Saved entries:

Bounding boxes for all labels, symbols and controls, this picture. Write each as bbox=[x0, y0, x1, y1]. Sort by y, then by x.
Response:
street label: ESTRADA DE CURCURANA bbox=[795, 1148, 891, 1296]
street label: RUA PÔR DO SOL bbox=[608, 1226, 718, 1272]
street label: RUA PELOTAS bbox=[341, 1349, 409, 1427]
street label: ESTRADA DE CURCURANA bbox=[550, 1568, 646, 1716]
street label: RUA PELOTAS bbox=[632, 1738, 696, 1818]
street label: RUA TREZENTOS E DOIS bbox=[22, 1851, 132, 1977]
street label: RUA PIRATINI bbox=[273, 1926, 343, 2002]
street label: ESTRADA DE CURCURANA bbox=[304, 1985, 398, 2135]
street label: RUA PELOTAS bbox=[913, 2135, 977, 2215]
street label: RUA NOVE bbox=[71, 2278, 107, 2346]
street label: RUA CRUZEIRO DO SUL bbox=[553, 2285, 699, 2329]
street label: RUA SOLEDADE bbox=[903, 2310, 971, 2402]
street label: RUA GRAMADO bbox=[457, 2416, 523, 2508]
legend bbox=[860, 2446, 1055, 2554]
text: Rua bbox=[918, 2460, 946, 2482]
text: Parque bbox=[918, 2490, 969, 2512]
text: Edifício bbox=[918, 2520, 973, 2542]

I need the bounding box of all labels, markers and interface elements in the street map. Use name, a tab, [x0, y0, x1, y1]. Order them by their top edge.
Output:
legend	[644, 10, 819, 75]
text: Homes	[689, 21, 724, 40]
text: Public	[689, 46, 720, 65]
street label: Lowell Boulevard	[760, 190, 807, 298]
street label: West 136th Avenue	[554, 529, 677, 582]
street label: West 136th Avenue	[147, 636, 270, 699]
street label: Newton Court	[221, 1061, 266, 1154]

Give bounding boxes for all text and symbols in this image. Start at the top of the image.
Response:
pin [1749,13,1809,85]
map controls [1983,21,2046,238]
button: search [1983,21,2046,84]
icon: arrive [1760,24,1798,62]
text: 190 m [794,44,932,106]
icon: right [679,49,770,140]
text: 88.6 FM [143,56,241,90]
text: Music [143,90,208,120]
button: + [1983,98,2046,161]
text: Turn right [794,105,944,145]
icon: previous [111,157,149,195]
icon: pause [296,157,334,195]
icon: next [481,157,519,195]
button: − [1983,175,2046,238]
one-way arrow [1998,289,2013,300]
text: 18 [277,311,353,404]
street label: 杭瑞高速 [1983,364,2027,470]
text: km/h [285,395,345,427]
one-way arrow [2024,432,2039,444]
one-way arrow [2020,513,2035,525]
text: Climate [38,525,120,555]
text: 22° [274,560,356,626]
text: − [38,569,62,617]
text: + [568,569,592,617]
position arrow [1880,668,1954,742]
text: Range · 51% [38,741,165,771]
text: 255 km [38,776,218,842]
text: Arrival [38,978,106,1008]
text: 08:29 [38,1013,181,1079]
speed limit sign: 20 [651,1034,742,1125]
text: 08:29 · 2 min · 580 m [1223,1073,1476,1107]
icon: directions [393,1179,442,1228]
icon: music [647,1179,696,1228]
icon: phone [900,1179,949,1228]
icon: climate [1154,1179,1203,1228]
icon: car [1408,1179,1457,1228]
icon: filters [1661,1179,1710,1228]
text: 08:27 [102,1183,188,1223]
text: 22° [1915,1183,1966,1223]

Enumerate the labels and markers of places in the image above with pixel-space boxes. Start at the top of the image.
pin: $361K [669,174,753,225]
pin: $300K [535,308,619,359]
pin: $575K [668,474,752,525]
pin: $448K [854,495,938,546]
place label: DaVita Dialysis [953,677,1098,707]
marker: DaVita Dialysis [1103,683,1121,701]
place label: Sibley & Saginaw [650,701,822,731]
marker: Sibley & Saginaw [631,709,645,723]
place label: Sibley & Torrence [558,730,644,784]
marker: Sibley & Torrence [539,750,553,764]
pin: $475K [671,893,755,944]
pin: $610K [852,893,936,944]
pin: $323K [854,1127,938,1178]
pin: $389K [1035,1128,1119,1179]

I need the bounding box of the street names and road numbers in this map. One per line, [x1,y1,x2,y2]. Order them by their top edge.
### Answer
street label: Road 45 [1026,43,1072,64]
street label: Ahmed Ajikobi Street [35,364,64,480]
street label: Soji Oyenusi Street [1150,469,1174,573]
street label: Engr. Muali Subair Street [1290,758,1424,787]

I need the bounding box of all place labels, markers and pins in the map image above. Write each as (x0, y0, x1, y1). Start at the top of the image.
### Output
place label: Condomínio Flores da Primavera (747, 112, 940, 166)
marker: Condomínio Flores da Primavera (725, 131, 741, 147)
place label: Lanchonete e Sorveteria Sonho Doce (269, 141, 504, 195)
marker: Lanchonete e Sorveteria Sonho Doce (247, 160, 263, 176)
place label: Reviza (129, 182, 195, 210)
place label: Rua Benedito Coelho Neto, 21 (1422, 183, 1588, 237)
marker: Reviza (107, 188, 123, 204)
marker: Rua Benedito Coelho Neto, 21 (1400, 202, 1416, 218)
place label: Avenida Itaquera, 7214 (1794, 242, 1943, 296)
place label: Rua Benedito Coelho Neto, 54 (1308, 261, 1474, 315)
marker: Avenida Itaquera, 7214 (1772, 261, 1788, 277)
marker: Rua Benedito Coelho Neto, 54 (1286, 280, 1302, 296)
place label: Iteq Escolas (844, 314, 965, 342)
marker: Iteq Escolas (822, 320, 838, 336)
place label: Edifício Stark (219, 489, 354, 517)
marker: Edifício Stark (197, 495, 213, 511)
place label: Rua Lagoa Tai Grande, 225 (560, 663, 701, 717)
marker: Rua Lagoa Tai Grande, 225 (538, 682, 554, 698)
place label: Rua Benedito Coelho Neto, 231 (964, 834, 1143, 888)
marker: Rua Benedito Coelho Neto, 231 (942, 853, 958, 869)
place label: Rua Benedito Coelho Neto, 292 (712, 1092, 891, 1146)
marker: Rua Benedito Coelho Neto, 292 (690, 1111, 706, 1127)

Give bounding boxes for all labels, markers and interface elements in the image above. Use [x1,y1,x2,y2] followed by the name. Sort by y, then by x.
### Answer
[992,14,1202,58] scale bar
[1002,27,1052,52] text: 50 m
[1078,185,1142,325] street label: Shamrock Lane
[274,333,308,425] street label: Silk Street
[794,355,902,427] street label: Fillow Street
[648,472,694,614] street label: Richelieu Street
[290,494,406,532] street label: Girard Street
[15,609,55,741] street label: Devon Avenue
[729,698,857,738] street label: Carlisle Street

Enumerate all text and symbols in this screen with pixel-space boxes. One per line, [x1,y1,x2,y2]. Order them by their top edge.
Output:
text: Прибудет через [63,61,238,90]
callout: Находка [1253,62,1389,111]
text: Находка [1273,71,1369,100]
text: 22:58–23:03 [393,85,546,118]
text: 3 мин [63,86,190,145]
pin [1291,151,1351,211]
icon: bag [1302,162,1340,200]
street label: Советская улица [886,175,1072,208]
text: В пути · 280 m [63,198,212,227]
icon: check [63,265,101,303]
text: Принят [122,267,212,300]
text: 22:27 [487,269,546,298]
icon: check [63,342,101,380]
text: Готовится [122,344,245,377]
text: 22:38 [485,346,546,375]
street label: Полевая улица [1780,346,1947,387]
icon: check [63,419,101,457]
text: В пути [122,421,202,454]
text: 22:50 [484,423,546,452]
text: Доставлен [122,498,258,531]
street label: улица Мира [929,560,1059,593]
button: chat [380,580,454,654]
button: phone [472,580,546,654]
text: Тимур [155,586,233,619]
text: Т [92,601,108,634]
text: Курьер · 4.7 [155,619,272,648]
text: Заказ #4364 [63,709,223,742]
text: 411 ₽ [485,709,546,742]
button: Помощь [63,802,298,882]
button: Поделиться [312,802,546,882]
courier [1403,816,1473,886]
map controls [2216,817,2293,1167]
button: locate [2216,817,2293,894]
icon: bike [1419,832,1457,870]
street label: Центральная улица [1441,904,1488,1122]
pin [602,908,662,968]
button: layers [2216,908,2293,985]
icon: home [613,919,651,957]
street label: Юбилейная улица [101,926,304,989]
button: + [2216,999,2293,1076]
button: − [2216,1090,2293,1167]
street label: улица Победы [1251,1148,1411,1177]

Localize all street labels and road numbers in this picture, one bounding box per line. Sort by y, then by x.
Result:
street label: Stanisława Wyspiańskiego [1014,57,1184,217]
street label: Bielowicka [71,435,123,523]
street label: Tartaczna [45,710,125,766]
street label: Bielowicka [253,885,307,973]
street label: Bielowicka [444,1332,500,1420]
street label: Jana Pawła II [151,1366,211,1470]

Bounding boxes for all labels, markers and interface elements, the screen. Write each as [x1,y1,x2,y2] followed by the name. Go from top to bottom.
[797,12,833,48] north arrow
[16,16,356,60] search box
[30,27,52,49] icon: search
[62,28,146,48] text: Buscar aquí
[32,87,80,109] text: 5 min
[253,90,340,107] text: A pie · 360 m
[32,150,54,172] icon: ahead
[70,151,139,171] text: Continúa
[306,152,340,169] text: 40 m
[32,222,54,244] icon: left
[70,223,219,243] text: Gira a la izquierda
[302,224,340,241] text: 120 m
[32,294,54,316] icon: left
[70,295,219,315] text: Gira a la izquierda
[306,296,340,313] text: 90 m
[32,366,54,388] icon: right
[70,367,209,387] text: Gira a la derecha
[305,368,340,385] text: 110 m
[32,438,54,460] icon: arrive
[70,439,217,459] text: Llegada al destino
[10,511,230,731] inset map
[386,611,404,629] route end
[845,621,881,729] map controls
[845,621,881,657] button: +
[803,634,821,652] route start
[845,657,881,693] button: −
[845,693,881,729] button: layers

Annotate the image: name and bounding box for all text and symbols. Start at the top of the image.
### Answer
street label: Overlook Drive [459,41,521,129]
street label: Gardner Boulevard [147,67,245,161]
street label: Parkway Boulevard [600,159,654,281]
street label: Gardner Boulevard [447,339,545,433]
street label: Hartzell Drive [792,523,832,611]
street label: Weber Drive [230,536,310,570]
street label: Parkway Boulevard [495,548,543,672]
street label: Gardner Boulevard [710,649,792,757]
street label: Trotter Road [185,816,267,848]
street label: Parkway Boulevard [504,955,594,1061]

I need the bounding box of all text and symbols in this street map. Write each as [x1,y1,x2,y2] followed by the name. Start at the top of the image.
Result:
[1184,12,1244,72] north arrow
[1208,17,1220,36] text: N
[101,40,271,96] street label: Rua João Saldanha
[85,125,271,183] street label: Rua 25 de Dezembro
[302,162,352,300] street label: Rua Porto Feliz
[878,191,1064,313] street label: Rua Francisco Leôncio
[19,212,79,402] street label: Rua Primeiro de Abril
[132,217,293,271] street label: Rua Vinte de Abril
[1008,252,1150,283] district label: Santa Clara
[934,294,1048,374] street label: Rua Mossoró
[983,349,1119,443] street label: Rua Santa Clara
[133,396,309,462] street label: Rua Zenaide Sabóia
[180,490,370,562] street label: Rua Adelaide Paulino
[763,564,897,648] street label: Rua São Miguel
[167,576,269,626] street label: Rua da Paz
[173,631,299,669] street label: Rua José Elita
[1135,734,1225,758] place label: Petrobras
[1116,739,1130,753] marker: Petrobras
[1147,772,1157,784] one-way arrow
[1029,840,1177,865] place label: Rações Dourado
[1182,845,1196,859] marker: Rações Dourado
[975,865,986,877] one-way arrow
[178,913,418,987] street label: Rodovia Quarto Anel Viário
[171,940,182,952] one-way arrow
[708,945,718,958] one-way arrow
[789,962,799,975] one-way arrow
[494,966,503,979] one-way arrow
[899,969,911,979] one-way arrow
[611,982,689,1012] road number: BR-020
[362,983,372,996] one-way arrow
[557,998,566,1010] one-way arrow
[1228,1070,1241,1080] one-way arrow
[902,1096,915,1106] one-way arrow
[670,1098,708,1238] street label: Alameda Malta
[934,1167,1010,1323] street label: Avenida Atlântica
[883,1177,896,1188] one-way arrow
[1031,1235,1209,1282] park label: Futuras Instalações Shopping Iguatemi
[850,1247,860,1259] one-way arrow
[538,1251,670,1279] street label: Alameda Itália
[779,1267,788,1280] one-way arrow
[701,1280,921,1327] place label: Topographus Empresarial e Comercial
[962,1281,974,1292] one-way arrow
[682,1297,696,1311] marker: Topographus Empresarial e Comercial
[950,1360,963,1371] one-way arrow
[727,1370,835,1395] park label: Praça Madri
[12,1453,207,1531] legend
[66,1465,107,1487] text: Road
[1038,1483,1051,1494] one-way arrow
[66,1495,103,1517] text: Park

→ **The task**
Please go through the data above and copy each line containing the word "picture".

→ **Response area**
Bounding boxes for all labels, symbols and controls, this picture. Write each as bbox=[x0, y0, x1, y1]. Sort by y, then by x.
Localize all street labels and road numbers in this picture, one bounding box per line. Sort by y, then by x.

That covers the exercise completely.